[Available records — start]

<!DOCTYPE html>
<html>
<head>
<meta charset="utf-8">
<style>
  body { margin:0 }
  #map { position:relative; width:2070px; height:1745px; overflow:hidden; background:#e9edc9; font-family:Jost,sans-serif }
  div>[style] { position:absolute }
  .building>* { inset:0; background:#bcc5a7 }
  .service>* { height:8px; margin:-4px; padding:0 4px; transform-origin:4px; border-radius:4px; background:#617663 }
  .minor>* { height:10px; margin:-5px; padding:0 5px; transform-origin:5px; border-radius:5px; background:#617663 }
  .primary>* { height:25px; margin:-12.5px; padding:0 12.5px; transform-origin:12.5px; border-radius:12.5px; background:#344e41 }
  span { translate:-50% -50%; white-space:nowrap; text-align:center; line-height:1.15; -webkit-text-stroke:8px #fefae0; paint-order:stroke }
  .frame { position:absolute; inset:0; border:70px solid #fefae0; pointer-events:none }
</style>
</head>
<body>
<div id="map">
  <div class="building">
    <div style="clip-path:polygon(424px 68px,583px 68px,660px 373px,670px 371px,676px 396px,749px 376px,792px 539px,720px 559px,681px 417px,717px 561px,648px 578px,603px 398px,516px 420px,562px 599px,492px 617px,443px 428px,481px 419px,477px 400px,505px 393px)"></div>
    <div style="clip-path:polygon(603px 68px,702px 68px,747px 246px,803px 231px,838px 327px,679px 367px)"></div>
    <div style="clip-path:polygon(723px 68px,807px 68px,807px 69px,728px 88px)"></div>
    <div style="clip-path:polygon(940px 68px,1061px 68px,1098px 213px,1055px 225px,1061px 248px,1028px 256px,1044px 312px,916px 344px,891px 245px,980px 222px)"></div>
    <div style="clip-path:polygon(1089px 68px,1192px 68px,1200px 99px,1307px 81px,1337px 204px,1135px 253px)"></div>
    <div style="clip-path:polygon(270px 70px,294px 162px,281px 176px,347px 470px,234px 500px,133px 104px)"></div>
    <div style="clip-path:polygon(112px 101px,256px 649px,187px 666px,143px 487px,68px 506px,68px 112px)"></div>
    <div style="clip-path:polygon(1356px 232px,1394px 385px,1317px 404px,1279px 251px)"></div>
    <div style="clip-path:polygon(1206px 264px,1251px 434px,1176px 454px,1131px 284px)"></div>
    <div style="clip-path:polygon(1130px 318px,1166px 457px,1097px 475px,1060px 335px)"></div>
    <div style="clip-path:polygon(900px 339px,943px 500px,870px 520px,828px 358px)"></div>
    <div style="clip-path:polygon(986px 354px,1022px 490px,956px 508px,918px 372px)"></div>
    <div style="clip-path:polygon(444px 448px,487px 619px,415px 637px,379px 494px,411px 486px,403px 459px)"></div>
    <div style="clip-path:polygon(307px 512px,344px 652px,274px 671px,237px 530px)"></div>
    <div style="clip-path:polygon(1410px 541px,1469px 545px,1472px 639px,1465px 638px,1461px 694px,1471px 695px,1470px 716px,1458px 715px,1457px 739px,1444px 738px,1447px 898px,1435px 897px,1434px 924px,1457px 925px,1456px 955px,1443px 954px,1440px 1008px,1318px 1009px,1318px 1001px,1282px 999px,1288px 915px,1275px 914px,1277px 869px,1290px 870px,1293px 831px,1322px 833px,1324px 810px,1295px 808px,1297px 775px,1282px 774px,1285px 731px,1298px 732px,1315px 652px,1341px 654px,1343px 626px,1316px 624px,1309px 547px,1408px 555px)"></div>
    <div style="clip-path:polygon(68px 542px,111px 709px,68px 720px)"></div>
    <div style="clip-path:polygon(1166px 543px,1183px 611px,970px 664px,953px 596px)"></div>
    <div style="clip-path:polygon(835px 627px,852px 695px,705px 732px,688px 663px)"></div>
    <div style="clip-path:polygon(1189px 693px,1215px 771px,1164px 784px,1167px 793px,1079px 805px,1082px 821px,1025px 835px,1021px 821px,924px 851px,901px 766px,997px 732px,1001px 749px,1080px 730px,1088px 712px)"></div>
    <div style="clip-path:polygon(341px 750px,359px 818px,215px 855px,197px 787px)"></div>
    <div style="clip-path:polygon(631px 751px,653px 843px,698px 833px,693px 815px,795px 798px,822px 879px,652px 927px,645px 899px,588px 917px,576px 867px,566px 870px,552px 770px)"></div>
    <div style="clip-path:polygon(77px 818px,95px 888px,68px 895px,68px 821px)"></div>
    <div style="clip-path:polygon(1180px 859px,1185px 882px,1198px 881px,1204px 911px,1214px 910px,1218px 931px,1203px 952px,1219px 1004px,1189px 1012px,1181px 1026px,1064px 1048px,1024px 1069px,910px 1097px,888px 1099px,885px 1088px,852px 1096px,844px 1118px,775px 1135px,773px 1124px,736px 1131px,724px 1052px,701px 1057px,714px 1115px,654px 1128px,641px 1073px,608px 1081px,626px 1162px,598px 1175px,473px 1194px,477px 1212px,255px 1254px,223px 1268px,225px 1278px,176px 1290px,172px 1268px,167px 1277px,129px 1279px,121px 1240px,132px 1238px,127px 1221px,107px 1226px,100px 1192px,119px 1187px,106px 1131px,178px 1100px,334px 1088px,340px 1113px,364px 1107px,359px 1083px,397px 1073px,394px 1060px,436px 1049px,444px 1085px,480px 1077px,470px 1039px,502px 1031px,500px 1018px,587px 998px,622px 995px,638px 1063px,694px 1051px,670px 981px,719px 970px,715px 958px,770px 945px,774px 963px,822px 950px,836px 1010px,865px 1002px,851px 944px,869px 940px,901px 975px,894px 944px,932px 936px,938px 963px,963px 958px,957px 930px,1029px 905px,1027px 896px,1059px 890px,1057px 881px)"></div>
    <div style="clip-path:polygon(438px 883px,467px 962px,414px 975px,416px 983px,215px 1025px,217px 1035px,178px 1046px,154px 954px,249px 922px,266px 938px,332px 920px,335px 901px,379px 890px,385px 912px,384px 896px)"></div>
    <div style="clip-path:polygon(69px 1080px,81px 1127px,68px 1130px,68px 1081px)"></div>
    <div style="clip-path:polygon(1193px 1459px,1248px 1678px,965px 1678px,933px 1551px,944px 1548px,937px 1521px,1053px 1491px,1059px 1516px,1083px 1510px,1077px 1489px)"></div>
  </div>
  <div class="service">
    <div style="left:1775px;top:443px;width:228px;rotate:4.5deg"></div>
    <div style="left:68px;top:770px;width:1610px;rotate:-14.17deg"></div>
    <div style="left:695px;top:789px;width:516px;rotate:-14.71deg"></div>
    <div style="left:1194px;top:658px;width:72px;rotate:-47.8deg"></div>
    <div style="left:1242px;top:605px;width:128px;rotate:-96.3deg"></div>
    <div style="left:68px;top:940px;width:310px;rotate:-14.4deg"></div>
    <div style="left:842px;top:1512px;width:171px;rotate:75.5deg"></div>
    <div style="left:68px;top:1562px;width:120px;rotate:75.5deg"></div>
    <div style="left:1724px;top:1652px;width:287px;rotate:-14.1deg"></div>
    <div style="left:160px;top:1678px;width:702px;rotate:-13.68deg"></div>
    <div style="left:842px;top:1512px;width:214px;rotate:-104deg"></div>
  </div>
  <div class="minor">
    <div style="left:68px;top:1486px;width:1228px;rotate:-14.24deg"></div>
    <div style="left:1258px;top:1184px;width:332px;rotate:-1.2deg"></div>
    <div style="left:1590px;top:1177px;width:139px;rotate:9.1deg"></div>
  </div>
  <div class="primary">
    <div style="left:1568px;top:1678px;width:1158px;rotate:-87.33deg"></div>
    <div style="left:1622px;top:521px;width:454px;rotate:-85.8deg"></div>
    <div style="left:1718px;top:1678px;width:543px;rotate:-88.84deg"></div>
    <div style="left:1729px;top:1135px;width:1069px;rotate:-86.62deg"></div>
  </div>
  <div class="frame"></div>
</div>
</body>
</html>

[Available records — finish]

:: Work instruction ::
Up to and including the line with "height:8px; margin:-4px; padding:0", output each line of the entries above exactly, starting from the first.

:: Solution to the exercise ::
<!DOCTYPE html>
<html>
<head>
<meta charset="utf-8">
<style>
  body { margin:0 }
  #map { position:relative; width:2070px; height:1745px; overflow:hidden; background:#e9edc9; font-family:Jost,sans-serif }
  div>[style] { position:absolute }
  .building>* { inset:0; background:#bcc5a7 }
  .service>* { height:8px; margin:-4px; padding:0 4px; transform-origin:4px; border-radius:4px; background:#617663 }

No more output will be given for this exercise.